__Task brief__:
Transcribe every record below word for word.

__Exercise inputs__:

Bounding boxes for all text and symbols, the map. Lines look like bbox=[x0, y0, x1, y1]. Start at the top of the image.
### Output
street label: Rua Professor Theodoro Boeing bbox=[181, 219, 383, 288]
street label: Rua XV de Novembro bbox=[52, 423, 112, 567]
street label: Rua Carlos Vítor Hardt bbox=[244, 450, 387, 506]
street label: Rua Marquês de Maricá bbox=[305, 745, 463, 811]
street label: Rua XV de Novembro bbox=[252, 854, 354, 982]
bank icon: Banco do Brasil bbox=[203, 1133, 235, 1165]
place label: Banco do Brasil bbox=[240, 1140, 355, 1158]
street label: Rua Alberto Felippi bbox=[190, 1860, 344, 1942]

__Output of the task__:
Bounding boxes for all text and symbols, the map. Lines look like bbox=[x0, y0, x1, y1]. Start at the top of the image.
### Output
street label: Rua Professor Theodoro Boeing bbox=[181, 219, 383, 288]
street label: Rua XV de Novembro bbox=[52, 423, 112, 567]
street label: Rua Carlos Vítor Hardt bbox=[244, 450, 387, 506]
street label: Rua Marquês de Maricá bbox=[305, 745, 463, 811]
street label: Rua XV de Novembro bbox=[252, 854, 354, 982]
bank icon: Banco do Brasil bbox=[203, 1133, 235, 1165]
place label: Banco do Brasil bbox=[240, 1140, 355, 1158]
street label: Rua Alberto Felippi bbox=[190, 1860, 344, 1942]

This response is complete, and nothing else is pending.